Si sos monotributista, ya podés consultar las nuevas escalas de facturación y cuotas que rigen para la segunda mitad del año. Este ajuste, derivado del último índice de inflación del 1,9% difundido por el INDEC, busca mantener la equidad en los parámetros del régimen.
La actualización es clave para quienes deben ajustar su categoría o simplemente verificar su situación de cara a los próximos meses. Aquí te contamos cómo quedan los números y qué debés tener en cuenta.
¿Quiénes deben recategorizarse?
Es importante aclarar que la recategorización es un trámite obligatorio solo para quienes deben subir o bajar de categoría según su facturación de los últimos doce meses. Si tus parámetros se mantienen estables, no necesitás realizar ninguna gestión: el sistema conserva automáticamente tu categoría actual.
- Fecha límite: El proceso está habilitado entre el 15 de julio y el 5 de agosto de 2026.
- Excepciones: No están alcanzados quienes tengan menos de seis meses de antigüedad en el régimen.
Topes de facturación y cuotas actualizadas
Con el nuevo esquema, el tope máximo para permanecer en el Monotributo (Categoría K) asciende a $126.610.830 anuales. A continuación, algunos valores representativos del nuevo cuadro tarifario:
- Categoría A: Ingresos anuales hasta $12.009.410 con una cuota de $49.527,18.
- Categoría C: Ingresos hasta $24.670.494 con cuotas de $66.020 (servicios) o $64.539 (ventas).
- Categoría H: Ingresos hasta $81.924.660 con cuotas de $522.706 (servicios) o $317.895 (ventas).
- Categoría K: Ingresos hasta $126.610.830 con cuotas de $1.614.446,02 (servicios) o $702.103 (ventas).
Cómo calcular correctamente tus ingresos
Un error frecuente es tomar el dinero “efectivamente cobrado” en lugar de lo facturado. Para la recategorización, ARCA exige computar los ingresos devengados en el período.

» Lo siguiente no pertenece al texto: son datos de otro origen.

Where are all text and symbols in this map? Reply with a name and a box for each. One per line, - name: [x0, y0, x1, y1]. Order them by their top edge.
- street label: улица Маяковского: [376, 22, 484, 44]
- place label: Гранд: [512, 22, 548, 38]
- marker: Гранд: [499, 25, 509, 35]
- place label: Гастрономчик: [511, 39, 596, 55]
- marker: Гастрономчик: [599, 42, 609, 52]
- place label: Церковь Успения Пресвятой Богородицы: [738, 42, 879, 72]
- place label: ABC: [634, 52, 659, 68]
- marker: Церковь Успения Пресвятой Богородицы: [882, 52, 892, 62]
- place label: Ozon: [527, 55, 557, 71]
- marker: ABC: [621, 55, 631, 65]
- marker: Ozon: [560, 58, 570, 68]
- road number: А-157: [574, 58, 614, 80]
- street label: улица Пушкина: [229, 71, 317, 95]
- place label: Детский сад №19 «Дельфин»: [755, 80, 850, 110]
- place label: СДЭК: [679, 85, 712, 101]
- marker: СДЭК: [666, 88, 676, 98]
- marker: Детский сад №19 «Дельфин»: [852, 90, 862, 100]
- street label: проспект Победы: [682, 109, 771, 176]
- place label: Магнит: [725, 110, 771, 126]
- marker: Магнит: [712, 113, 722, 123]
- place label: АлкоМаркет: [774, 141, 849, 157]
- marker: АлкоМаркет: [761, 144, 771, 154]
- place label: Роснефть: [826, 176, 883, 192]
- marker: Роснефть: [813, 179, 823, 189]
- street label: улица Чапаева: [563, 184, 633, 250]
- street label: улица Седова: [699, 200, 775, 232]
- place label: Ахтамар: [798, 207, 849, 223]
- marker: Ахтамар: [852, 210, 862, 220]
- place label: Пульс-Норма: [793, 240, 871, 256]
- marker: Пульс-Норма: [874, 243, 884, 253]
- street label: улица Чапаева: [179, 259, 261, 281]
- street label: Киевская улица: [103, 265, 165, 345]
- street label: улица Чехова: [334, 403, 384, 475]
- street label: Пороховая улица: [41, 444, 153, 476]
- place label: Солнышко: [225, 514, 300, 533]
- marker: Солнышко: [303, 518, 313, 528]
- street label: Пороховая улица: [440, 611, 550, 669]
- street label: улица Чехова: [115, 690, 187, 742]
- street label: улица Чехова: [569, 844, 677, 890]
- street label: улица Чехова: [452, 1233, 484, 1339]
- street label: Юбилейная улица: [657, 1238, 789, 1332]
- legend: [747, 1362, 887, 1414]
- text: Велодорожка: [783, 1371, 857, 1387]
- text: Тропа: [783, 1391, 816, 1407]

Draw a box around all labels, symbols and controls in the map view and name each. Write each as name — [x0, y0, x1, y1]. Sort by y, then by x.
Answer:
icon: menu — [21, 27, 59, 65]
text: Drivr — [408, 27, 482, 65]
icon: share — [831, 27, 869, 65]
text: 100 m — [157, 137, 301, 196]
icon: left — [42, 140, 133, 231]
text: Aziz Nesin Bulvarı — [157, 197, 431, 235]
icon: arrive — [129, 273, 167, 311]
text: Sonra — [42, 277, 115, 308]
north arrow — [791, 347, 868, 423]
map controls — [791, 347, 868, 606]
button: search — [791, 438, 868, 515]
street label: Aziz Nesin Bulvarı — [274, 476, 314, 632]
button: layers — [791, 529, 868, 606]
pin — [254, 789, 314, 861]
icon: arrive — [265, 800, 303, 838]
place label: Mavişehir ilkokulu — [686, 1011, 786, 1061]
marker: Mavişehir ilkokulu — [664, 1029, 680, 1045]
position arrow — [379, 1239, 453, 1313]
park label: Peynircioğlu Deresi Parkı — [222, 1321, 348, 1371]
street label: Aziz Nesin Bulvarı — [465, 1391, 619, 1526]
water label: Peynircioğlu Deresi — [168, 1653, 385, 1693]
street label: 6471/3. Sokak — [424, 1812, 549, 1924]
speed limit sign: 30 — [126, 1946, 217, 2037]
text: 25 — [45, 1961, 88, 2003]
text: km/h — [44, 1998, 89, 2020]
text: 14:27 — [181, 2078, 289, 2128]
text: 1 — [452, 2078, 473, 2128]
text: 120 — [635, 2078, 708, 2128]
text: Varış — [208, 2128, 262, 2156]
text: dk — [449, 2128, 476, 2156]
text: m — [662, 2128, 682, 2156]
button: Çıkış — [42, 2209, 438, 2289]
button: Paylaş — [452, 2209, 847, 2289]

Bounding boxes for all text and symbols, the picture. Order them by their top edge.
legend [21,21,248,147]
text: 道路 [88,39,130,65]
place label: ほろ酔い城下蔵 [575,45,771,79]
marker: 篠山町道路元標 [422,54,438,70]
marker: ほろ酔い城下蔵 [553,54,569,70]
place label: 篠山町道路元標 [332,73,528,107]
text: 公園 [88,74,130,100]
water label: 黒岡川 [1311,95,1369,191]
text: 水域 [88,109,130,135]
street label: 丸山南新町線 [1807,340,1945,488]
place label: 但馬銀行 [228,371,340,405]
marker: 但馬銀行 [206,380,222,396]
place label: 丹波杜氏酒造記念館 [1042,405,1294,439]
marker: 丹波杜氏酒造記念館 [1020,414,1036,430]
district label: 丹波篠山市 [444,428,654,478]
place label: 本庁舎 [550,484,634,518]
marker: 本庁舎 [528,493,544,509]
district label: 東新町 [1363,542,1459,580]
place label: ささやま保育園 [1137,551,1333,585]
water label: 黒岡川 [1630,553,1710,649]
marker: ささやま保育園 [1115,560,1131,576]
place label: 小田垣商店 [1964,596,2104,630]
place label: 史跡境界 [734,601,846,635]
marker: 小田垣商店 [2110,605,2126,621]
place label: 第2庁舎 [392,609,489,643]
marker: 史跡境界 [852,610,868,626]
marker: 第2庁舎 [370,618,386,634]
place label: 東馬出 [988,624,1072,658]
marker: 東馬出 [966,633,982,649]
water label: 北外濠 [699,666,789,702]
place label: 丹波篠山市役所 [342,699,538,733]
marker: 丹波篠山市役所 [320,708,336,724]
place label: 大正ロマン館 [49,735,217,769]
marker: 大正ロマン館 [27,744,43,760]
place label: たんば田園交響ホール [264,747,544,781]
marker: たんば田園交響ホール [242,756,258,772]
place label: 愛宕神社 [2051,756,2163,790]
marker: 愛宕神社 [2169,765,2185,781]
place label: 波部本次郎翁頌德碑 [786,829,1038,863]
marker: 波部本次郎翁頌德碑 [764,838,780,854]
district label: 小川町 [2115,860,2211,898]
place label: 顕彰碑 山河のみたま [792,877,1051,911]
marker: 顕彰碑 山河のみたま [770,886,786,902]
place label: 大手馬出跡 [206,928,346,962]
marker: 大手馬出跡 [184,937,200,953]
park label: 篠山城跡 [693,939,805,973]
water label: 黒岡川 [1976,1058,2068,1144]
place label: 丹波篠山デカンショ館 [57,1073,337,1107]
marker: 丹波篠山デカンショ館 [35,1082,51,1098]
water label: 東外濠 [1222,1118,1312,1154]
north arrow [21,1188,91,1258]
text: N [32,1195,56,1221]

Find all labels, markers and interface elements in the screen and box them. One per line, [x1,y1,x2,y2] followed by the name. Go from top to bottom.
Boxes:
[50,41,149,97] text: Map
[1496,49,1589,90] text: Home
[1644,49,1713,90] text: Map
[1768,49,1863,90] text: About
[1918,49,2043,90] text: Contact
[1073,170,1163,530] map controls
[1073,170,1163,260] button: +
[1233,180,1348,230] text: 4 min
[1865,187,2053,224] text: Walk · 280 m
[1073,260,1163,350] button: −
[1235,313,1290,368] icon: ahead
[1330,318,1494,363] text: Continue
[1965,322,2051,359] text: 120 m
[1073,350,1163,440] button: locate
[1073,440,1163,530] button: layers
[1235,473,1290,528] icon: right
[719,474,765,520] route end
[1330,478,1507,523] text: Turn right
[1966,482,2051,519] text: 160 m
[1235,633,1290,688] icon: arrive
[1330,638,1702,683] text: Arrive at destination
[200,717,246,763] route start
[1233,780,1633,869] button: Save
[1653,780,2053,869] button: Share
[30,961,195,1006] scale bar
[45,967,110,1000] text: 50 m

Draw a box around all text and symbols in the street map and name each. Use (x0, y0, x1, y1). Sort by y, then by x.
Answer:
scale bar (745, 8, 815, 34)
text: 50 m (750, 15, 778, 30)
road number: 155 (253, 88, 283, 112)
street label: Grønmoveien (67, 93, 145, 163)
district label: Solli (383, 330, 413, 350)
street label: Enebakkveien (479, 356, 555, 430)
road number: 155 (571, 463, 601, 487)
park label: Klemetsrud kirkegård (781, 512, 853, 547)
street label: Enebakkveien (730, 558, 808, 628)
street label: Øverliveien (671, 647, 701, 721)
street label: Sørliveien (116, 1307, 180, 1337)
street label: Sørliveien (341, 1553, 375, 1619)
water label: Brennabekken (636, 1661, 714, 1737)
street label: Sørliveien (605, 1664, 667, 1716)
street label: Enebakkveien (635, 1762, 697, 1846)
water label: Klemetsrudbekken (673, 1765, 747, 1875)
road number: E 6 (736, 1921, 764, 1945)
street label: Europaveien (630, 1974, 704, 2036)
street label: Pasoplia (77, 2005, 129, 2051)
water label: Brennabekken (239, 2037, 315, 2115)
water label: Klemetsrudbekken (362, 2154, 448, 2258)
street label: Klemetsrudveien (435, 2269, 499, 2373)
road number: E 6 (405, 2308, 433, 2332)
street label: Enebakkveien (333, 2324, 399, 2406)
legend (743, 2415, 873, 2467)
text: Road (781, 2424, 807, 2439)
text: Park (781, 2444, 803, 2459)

Esto significa que, si emitiste una factura en junio de 2026 y la cobraste recién en agosto, ese importe debe ser incluido en el cálculo del semestre julio 2025 – junio 2026.
Parámetros adicionales a considerar
Recordá que la categoría no depende únicamente de cuánto facturaste. El sistema evalúa otros tres pilares fundamentales que pueden obligarte a un cambio de escala:
- Superficie afectada a la actividad.
- Alquileres devengados anualmente.
- Energía eléctrica consumida en los últimos doce meses.
El incumplimiento en el proceso de recategorización (cuando corresponde) puede derivar en multas, intereses o incluso la exclusión del régimen simplificado.